[DATA FOR REVIEW]
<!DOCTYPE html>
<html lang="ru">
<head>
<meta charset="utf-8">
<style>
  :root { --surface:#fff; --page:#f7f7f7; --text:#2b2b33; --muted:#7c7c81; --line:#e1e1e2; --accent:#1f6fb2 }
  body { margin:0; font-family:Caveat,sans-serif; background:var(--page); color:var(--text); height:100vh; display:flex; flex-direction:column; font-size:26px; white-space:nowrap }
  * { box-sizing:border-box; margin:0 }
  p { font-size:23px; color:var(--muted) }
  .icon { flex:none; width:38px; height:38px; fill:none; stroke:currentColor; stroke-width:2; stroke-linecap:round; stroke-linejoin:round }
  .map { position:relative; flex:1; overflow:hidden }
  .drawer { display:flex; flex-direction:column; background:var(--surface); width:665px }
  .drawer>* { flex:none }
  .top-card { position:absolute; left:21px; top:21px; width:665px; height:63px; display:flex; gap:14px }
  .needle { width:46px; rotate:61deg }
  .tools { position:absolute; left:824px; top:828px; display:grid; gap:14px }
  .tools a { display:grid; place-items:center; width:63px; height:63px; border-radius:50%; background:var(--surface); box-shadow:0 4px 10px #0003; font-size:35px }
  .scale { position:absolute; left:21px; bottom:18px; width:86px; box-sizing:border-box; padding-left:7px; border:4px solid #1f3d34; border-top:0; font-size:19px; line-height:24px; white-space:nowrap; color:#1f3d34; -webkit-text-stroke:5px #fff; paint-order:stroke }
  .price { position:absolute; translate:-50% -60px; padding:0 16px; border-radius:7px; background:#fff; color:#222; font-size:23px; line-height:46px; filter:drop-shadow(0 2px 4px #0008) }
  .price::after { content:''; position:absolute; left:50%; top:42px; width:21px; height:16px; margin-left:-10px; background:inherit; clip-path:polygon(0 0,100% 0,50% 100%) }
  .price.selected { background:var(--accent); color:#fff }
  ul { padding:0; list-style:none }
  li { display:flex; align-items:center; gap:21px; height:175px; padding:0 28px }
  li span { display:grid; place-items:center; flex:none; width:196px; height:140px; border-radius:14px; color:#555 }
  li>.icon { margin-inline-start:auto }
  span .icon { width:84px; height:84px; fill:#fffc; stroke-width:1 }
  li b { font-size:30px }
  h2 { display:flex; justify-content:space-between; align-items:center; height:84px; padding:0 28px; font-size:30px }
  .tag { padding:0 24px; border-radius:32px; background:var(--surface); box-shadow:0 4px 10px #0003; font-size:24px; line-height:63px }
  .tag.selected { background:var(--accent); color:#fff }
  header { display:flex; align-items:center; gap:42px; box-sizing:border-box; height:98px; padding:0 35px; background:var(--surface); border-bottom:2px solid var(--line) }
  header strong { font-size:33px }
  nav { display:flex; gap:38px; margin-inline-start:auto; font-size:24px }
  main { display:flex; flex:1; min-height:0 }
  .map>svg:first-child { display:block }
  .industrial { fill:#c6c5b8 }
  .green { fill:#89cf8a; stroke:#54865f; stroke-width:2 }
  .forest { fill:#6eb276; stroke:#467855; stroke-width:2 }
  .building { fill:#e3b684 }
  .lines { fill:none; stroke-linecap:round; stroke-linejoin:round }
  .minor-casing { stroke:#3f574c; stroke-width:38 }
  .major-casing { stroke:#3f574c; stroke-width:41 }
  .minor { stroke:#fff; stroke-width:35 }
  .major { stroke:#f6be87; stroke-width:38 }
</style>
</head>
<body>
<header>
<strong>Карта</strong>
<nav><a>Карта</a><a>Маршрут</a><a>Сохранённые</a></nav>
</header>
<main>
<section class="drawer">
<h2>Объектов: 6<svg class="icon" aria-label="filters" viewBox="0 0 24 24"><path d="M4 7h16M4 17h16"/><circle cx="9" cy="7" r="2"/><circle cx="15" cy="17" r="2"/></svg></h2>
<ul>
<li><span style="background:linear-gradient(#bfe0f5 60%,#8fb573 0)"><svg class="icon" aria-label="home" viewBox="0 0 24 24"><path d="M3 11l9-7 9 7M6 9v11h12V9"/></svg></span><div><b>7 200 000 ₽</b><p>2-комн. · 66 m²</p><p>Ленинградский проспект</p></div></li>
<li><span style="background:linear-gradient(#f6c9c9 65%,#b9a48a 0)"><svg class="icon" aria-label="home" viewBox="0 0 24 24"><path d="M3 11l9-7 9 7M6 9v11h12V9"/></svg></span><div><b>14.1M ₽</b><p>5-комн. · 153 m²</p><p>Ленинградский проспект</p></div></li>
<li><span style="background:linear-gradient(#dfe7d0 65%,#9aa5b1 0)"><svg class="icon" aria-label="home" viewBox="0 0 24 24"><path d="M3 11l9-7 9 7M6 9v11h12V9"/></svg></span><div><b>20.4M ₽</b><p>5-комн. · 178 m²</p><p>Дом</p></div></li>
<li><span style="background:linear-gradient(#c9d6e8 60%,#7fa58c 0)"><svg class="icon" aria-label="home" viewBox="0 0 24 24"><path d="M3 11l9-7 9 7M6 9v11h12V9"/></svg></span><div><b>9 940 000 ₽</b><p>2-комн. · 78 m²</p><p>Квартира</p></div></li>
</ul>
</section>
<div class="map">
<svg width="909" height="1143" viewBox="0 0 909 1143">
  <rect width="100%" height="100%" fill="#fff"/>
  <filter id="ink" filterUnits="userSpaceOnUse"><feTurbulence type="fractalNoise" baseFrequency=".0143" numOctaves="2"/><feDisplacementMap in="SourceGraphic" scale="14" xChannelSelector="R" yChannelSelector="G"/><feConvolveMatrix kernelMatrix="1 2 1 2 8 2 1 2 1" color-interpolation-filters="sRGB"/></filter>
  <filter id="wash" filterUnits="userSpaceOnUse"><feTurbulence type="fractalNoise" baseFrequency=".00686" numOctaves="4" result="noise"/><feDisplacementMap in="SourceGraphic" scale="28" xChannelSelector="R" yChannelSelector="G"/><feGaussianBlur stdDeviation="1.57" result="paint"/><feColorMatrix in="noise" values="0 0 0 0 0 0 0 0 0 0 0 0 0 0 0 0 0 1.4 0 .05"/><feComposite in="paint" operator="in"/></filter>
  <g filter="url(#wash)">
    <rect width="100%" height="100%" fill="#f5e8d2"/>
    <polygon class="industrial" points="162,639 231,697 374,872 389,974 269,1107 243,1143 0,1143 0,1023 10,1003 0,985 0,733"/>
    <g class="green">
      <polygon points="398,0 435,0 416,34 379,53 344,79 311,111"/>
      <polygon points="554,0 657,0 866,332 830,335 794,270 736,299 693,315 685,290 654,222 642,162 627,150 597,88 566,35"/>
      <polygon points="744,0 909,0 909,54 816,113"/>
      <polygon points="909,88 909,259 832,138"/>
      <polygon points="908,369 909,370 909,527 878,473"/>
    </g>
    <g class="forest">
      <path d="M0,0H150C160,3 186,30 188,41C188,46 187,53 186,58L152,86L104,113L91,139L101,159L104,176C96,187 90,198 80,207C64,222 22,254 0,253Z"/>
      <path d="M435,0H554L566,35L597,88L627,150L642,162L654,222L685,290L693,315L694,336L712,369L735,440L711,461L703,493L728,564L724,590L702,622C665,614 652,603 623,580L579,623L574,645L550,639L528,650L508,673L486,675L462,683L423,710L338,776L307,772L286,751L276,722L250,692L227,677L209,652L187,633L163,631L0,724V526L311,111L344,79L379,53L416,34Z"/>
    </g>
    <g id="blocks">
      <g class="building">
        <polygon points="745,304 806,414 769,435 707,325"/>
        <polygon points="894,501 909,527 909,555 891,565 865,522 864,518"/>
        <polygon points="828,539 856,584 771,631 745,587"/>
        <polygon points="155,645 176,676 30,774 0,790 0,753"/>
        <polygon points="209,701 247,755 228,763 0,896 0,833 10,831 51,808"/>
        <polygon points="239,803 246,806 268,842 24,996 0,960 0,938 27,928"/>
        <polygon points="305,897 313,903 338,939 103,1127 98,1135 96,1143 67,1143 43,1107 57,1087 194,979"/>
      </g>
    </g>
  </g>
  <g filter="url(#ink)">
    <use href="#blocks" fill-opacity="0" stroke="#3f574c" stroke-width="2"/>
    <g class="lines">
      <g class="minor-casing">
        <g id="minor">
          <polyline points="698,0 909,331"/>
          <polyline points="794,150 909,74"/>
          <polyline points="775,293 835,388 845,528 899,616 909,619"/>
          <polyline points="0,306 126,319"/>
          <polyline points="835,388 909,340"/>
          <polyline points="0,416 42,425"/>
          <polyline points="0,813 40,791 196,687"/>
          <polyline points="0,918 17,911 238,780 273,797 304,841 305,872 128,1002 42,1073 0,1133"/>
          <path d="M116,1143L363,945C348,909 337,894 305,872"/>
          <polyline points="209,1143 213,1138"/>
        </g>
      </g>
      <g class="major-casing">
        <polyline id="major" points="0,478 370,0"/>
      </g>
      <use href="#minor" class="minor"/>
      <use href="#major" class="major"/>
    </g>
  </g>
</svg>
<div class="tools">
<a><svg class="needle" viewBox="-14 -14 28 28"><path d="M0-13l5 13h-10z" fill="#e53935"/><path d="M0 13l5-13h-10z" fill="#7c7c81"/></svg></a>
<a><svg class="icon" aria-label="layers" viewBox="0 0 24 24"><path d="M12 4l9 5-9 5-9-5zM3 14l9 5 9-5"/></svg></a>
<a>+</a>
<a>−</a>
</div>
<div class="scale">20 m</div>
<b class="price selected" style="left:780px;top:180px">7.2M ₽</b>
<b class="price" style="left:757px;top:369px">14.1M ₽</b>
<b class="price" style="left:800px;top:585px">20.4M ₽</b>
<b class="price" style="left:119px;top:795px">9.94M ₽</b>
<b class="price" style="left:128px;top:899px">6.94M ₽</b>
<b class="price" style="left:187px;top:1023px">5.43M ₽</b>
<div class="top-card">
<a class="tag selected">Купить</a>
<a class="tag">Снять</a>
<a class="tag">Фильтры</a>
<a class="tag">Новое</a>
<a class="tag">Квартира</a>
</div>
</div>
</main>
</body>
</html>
* * *
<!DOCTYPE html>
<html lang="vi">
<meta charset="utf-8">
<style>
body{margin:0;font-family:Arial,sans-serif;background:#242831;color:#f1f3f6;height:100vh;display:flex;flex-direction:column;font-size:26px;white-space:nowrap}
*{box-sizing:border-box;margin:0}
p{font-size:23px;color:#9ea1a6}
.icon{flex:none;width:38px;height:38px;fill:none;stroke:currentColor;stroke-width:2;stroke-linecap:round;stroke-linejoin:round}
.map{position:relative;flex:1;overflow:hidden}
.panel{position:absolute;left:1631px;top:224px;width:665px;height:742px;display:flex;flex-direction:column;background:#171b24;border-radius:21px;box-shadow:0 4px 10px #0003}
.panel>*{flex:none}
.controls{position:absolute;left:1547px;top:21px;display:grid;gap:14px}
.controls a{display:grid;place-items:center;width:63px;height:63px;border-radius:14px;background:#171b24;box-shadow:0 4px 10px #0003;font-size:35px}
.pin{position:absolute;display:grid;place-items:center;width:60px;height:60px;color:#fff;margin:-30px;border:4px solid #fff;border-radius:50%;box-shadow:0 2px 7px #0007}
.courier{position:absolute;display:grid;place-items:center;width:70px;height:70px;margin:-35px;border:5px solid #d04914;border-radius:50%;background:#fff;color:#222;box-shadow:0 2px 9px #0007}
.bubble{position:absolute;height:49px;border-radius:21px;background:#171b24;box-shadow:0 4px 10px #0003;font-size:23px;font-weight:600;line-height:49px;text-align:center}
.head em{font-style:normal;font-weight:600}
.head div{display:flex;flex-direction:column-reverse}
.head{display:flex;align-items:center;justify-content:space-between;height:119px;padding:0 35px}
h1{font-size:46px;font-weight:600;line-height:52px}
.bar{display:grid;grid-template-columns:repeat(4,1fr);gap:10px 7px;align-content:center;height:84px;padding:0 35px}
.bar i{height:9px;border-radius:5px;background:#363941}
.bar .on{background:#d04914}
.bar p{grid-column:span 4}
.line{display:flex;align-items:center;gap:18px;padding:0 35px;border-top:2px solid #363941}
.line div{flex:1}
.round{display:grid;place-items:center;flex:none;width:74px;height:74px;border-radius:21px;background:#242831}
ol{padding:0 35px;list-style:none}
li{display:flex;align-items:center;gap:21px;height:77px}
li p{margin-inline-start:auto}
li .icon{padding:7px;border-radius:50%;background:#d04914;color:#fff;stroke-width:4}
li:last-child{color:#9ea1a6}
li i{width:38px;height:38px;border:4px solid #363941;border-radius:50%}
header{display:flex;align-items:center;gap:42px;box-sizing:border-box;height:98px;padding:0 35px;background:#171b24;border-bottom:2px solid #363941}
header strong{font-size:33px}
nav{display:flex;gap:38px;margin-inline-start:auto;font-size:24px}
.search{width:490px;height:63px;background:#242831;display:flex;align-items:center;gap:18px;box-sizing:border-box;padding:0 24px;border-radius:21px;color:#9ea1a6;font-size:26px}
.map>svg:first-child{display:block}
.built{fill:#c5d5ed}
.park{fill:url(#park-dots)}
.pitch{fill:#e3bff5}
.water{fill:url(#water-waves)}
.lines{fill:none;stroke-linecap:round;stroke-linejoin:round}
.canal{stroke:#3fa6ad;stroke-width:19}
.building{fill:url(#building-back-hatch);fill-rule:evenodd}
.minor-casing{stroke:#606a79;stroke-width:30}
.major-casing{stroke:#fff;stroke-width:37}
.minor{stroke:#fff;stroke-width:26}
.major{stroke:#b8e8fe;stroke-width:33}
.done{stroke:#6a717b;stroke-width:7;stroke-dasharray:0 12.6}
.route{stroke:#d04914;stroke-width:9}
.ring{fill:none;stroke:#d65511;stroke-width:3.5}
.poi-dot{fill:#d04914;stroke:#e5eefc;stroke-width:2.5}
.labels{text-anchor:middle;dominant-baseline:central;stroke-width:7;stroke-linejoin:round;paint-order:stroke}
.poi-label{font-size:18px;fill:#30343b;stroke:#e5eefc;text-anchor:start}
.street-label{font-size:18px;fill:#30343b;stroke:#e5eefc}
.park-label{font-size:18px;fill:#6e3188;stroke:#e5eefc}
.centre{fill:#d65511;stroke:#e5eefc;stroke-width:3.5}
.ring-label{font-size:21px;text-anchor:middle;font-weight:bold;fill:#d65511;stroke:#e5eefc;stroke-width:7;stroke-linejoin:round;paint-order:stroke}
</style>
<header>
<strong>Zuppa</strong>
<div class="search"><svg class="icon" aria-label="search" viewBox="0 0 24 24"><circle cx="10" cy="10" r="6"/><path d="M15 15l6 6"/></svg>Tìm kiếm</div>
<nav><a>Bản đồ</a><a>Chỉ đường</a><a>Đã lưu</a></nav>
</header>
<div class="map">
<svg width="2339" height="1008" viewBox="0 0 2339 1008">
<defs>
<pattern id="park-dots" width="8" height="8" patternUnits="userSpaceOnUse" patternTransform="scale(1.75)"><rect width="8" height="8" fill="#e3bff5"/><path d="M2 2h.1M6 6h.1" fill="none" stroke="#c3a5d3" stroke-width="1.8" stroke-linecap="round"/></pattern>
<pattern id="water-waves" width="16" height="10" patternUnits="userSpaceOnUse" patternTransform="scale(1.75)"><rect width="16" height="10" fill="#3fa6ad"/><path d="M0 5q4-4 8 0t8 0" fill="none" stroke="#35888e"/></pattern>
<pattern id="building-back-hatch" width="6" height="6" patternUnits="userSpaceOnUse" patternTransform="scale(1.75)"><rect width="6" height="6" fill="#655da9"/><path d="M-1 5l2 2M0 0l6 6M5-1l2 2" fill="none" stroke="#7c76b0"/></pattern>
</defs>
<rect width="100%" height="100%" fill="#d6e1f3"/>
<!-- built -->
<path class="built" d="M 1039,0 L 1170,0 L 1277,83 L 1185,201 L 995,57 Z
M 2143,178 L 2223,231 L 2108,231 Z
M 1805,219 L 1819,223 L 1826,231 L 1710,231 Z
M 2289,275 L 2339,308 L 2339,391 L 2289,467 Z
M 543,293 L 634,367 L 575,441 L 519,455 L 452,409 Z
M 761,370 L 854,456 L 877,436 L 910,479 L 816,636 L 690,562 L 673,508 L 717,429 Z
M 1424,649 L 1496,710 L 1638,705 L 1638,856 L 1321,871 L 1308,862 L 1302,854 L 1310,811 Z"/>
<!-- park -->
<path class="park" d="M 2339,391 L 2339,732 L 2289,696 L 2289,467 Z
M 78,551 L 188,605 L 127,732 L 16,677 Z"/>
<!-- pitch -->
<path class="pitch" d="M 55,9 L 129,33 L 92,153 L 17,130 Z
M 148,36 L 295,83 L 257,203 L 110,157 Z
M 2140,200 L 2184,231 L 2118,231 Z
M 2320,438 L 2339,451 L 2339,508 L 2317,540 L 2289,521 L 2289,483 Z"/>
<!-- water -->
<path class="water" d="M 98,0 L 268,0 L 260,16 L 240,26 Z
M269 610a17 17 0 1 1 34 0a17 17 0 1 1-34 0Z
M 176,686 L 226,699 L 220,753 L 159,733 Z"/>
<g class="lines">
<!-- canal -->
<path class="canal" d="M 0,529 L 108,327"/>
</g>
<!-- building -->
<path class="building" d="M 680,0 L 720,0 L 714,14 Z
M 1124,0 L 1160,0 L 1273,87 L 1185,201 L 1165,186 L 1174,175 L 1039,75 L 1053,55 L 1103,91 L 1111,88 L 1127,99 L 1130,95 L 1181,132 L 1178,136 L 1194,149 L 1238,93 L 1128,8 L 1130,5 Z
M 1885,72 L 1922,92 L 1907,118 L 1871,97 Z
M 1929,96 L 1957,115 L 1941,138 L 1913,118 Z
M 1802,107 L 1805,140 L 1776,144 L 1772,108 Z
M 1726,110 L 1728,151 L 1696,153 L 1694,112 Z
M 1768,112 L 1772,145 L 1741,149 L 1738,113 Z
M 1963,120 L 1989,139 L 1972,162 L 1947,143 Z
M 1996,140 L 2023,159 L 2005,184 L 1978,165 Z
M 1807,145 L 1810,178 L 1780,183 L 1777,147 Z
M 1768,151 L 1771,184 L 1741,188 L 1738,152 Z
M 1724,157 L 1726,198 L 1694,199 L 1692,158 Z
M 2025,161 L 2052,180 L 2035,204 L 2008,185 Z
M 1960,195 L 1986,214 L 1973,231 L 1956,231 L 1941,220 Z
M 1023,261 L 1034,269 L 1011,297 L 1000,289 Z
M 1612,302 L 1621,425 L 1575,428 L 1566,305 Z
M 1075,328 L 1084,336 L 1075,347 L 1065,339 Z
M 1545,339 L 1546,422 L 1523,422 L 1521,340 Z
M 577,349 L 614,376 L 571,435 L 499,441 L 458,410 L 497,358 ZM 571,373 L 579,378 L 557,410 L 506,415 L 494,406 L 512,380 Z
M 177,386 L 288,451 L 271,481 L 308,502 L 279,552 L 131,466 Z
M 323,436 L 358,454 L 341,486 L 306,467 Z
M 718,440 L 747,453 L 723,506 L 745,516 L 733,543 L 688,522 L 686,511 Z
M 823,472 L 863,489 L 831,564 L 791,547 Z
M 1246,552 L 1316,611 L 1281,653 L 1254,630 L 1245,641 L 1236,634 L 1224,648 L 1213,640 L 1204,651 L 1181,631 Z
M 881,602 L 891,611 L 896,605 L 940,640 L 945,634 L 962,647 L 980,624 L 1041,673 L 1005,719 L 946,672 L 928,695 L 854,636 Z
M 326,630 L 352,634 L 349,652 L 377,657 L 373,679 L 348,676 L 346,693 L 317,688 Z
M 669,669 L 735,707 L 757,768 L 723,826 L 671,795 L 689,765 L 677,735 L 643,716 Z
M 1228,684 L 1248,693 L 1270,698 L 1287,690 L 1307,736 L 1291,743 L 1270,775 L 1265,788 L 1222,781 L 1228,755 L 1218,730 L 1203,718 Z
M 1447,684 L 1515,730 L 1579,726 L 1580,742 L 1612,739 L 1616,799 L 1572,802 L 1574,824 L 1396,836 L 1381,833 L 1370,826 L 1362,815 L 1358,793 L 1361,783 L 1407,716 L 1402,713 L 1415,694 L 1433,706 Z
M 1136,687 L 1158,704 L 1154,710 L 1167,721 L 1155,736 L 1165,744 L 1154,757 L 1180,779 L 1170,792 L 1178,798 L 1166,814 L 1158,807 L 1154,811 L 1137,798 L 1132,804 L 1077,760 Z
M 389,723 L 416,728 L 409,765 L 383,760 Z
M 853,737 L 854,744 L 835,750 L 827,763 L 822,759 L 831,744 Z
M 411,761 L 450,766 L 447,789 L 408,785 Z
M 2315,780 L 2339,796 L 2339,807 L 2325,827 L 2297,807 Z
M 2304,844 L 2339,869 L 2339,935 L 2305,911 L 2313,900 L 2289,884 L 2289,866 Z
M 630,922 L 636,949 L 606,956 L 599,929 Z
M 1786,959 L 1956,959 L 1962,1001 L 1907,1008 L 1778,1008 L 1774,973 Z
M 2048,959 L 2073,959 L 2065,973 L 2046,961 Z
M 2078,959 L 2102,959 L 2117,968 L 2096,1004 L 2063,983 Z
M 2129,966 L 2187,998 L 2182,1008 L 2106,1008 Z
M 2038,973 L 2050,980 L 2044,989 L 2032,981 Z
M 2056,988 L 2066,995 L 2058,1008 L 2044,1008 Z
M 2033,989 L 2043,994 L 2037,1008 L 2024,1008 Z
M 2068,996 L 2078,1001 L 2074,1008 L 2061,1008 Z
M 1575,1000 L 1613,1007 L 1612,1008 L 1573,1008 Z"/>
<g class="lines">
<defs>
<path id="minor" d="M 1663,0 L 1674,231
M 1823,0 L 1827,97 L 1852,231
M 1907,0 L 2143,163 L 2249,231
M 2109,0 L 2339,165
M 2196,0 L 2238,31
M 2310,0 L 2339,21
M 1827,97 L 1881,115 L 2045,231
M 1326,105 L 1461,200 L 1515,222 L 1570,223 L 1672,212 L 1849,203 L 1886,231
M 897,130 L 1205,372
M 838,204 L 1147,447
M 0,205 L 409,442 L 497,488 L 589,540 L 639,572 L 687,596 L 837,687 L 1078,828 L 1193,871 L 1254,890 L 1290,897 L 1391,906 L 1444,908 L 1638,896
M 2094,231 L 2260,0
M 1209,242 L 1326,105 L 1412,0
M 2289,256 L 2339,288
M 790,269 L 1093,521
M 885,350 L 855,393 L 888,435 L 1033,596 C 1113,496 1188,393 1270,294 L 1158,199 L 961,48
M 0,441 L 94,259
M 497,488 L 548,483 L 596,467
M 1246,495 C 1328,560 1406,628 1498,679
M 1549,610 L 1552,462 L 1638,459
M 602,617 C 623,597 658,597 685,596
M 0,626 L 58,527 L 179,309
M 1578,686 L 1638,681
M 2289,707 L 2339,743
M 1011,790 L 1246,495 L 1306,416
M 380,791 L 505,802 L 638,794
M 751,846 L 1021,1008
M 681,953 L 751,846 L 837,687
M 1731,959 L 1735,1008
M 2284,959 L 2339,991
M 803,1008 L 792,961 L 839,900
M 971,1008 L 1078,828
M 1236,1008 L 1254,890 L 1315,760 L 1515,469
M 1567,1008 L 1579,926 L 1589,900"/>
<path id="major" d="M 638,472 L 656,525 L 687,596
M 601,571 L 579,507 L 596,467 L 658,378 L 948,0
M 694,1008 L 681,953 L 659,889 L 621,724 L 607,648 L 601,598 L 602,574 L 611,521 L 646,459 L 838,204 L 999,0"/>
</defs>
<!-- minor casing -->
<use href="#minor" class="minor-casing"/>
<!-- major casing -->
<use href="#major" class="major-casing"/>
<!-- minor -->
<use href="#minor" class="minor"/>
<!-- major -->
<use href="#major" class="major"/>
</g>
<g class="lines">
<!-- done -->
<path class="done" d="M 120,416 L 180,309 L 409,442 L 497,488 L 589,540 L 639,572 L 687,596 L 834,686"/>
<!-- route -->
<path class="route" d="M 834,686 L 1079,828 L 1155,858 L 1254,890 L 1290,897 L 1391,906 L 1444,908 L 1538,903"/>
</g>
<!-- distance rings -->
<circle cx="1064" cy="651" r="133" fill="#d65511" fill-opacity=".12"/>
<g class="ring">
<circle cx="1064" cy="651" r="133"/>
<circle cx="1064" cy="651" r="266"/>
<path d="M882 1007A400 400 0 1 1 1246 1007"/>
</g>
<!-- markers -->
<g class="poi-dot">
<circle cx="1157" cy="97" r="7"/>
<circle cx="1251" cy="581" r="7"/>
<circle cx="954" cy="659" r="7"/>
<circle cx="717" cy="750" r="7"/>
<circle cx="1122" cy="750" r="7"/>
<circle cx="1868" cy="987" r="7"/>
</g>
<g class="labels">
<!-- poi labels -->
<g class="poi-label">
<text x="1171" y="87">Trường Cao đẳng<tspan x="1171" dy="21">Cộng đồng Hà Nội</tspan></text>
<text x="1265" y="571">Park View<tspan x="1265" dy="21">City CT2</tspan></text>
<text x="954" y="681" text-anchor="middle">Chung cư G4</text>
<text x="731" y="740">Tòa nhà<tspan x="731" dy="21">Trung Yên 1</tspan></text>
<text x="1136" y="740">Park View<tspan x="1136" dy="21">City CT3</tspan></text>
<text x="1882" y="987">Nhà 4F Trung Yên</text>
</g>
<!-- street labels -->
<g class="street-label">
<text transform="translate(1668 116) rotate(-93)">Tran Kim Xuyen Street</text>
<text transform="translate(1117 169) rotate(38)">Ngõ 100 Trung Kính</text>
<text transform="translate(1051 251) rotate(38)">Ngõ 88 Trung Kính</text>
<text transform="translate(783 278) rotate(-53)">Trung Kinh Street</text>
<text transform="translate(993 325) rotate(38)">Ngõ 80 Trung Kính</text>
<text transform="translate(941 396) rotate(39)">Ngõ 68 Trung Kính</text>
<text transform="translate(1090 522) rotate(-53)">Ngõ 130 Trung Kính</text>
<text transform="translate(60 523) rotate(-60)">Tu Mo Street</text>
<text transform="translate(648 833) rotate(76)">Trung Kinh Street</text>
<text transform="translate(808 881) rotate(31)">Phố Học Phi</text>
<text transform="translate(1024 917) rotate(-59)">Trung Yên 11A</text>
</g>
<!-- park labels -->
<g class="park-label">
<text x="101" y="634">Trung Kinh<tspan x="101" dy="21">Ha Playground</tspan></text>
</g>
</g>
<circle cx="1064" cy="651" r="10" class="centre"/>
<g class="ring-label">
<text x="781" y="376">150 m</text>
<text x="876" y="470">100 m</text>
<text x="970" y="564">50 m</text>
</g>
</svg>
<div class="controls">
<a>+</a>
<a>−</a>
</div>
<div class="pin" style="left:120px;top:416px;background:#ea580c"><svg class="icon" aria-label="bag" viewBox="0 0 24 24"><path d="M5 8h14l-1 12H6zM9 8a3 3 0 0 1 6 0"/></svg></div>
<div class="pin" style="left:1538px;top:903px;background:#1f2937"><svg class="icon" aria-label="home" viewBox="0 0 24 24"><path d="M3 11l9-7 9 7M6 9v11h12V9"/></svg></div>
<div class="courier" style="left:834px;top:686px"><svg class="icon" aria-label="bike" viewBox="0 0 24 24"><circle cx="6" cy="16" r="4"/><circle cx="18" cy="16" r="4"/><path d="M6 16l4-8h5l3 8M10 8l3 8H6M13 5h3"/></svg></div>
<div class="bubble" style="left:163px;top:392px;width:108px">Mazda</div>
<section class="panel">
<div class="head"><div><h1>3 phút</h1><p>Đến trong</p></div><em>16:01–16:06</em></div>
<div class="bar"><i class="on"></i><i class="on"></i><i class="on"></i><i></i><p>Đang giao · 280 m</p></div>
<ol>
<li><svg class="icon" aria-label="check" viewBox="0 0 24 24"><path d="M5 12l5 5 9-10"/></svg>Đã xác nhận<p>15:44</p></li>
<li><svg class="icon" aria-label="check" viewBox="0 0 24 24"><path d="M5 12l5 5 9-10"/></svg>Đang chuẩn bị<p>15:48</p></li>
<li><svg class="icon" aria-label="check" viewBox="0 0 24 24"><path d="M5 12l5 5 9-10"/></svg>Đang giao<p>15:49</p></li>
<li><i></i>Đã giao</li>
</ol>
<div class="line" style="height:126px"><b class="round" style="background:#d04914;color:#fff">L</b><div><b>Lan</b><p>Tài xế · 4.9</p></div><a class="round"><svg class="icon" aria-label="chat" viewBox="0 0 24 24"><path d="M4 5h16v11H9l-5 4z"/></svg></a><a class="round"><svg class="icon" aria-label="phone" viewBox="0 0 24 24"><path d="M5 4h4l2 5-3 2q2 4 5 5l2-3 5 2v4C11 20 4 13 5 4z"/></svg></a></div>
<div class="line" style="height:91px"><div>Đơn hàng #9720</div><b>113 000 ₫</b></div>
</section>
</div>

[TASK DIRECTIONS] Using the records above, find and show each line with the string "patternUnits".

[RESULT FOR THIS EXERCISE]
<pattern id="park-dots" width="8" height="8" patternUnits="userSpaceOnUse" patternTransform="scale(1.75)"><rect width="8" height="8" fill="#e3bff5"/><path d="M2 2h.1M6 6h.1" fill="none" stroke="#c3a5d3" stroke-width="1.8" stroke-linecap="round"/></pattern>
<pattern id="water-waves" width="16" height="10" patternUnits="userSpaceOnUse" patternTransform="scale(1.75)"><rect width="16" height="10" fill="#3fa6ad"/><path d="M0 5q4-4 8 0t8 0" fill="none" stroke="#35888e"/></pattern>
<pattern id="building-back-hatch" width="6" height="6" patternUnits="userSpaceOnUse" patternTransform="scale(1.75)"><rect width="6" height="6" fill="#655da9"/><path d="M-1 5l2 2M0 0l6 6M5-1l2 2" fill="none" stroke="#7c76b0"/></pattern>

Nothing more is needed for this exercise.